§ **Work to be completed**:
Find the word "disc" in the data below and copy each line that holds it.

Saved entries
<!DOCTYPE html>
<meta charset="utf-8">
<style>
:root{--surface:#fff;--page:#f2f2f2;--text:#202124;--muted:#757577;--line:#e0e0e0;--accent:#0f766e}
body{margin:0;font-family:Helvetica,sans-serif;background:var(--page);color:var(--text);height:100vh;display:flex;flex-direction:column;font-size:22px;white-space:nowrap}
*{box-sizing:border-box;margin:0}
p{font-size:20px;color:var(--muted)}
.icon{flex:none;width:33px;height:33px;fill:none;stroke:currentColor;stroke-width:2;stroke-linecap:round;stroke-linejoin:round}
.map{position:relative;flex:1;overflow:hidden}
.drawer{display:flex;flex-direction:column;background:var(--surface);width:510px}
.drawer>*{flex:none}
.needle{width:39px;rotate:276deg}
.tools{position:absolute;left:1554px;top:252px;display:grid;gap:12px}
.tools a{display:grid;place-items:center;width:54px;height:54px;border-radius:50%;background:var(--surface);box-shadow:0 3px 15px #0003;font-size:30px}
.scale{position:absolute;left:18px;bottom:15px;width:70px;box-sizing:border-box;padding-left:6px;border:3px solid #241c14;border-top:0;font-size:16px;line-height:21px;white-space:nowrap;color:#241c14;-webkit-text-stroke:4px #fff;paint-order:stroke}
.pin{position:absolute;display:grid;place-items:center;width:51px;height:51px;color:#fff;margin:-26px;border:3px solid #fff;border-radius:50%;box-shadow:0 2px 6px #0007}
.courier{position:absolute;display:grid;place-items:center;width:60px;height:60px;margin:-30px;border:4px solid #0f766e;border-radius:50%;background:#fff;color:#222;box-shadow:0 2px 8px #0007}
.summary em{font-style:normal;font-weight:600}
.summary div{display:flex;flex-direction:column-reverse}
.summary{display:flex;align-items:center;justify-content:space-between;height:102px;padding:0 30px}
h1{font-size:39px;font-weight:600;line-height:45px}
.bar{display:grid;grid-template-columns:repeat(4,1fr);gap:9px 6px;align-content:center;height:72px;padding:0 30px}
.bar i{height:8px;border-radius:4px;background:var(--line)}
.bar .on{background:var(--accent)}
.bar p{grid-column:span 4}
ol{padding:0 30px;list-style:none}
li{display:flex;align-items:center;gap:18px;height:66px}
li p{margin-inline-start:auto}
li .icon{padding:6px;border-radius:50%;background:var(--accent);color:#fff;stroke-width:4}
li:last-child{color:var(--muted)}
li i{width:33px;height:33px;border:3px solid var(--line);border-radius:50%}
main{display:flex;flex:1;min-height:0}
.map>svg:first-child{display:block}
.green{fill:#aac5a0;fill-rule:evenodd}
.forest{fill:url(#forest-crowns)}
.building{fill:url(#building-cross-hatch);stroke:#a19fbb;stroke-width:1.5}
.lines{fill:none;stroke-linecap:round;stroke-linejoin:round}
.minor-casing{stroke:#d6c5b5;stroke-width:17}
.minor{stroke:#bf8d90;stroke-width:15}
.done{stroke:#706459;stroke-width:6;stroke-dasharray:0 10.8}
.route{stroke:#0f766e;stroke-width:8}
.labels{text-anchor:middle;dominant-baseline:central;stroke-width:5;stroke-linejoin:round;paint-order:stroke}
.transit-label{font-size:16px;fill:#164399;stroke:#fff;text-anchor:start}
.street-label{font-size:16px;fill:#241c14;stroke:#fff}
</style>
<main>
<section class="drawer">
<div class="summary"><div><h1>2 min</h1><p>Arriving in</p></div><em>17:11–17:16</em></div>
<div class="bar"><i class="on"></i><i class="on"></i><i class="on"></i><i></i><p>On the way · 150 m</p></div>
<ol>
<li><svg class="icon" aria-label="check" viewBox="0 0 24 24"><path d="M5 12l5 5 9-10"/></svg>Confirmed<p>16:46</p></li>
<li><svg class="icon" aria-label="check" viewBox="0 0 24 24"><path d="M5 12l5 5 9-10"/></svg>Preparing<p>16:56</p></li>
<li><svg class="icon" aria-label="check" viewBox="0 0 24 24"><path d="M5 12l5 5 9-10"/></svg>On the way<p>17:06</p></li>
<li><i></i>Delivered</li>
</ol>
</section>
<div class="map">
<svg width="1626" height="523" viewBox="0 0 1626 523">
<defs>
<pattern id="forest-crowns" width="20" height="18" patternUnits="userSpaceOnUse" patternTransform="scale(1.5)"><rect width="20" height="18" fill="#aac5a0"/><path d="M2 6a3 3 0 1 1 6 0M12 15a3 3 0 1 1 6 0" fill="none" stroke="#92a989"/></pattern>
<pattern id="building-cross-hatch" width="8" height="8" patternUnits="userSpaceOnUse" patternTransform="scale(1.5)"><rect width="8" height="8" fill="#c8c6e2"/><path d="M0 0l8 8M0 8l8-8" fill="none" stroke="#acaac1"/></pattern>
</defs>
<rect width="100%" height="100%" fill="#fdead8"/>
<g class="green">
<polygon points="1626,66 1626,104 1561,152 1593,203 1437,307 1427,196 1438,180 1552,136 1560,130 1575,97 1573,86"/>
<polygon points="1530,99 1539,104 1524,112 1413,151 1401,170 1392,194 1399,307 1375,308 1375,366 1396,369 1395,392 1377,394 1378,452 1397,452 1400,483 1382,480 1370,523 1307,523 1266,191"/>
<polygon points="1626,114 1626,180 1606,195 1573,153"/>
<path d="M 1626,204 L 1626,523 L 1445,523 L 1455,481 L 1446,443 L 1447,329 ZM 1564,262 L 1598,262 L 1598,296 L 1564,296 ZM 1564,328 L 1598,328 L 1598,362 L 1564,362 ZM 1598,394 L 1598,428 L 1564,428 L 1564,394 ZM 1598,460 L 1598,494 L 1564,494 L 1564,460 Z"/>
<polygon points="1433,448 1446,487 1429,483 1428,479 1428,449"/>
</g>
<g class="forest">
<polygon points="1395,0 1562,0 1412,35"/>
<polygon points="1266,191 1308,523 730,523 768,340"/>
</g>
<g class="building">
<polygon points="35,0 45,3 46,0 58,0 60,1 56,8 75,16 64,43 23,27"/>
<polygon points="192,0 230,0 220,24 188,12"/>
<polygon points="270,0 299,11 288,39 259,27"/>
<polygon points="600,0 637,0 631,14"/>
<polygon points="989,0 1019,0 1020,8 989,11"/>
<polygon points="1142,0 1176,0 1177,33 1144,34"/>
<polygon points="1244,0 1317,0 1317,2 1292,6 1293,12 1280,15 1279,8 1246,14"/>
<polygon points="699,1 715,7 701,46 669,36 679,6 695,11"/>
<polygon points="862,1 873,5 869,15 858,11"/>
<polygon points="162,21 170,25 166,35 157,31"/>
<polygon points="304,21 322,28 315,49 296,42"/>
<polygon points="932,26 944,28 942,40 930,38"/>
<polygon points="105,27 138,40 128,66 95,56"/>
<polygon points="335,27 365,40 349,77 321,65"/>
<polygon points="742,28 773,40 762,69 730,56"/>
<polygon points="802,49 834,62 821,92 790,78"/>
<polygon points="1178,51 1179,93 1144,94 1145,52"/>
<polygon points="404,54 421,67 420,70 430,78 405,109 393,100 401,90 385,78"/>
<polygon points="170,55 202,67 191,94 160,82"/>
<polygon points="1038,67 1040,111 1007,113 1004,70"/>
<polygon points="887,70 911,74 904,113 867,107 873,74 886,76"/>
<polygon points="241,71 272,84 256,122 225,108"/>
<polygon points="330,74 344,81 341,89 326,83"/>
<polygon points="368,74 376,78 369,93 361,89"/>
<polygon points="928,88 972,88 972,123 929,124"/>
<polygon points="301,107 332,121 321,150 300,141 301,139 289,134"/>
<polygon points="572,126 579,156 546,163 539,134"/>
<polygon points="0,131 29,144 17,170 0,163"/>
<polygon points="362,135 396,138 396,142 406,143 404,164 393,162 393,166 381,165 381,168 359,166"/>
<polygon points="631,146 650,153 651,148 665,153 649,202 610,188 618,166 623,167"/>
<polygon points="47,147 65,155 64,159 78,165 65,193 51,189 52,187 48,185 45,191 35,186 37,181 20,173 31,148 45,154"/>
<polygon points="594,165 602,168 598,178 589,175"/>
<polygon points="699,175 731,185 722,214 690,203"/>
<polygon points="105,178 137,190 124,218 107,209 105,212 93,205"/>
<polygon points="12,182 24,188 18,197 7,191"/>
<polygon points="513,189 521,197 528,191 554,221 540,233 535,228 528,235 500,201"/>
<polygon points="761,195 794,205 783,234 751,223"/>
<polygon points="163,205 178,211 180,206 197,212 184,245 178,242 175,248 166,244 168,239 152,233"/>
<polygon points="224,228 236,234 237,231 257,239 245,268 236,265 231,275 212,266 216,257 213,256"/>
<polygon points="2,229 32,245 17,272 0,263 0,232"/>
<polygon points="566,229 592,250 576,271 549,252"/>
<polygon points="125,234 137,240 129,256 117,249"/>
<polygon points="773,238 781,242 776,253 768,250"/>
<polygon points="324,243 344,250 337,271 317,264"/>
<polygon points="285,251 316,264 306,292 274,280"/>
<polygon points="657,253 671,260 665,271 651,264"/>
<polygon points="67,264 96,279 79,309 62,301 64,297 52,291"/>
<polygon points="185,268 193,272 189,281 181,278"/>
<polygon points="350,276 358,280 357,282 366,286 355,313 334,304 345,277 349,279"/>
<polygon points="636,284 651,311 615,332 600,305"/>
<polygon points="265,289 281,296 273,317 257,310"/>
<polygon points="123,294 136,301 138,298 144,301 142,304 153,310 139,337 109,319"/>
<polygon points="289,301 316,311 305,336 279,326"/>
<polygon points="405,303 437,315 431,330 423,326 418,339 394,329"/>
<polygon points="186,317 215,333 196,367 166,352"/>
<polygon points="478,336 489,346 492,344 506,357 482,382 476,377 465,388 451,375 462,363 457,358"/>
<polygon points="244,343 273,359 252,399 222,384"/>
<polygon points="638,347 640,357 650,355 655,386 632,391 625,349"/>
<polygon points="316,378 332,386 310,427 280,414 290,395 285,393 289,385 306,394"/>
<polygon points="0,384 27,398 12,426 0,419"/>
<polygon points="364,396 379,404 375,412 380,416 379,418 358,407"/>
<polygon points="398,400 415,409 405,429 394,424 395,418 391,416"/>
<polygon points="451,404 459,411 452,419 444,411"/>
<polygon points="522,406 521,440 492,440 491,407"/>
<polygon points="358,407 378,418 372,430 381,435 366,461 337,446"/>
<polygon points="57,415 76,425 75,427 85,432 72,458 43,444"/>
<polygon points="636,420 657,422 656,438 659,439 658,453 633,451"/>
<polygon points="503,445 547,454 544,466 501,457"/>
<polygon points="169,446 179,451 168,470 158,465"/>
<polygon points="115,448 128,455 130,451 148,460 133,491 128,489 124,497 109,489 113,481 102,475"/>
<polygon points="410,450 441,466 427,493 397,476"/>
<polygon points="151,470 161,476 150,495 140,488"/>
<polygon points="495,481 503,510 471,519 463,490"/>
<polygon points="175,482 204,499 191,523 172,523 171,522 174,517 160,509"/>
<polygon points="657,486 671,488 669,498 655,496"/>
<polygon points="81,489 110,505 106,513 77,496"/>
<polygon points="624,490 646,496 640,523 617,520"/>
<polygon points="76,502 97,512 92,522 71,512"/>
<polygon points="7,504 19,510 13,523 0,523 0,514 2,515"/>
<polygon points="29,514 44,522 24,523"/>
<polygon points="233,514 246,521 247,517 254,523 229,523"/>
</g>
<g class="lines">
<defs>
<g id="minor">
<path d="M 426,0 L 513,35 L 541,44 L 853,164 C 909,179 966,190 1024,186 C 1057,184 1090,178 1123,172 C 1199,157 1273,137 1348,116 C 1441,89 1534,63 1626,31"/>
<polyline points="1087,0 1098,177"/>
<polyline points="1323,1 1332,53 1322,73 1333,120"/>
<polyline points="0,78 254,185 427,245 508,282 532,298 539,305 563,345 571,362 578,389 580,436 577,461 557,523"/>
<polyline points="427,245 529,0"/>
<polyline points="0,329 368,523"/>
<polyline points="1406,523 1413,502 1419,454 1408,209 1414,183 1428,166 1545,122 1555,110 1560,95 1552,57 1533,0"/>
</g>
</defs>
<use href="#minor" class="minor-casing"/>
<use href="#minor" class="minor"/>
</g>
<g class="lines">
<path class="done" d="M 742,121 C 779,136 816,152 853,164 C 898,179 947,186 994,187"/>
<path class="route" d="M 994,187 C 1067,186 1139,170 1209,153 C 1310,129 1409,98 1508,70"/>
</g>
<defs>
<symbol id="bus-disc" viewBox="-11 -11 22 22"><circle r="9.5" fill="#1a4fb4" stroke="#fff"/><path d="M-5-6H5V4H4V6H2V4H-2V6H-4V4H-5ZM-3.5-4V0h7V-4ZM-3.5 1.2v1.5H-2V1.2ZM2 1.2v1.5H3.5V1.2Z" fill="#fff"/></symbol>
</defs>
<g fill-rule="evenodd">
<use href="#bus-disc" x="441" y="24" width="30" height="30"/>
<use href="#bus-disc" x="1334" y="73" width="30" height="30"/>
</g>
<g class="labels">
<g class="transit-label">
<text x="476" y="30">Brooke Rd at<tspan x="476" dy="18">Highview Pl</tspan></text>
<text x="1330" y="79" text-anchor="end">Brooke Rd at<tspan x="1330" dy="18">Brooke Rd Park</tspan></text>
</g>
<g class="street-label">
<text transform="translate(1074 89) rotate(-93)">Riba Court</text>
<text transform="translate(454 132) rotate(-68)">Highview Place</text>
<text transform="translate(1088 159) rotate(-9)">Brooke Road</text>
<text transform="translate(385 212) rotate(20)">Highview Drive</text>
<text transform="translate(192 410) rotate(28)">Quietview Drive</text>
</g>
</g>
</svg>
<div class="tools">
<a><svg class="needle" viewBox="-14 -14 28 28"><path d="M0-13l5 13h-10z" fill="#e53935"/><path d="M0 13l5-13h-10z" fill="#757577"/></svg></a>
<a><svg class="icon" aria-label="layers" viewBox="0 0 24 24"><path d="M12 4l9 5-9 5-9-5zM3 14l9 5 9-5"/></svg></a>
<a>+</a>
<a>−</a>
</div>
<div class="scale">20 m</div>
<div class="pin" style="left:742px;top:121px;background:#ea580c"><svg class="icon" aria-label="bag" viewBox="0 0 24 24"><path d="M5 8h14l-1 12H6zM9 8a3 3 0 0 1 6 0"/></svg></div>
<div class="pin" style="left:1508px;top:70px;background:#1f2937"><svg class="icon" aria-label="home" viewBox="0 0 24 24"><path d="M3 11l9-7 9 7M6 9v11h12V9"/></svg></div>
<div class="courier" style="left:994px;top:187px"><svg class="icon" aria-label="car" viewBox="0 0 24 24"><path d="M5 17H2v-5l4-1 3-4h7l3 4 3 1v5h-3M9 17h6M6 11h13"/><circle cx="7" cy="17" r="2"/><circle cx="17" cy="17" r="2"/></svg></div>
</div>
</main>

§ **Response to this task**:
<symbol id="bus-disc" viewBox="-11 -11 22 22"><circle r="9.5" fill="#1a4fb4" stroke="#fff"/><path d="M-5-6H5V4H4V6H2V4H-2V6H-4V4H-5ZM-3.5-4V0h7V-4ZM-3.5 1.2v1.5H-2V1.2ZM2 1.2v1.5H3.5V1.2Z" fill="#fff"/></symbol>
<use href="#bus-disc" x="441" y="24" width="30" height="30"/>
<use href="#bus-disc" x="1334" y="73" width="30" height="30"/>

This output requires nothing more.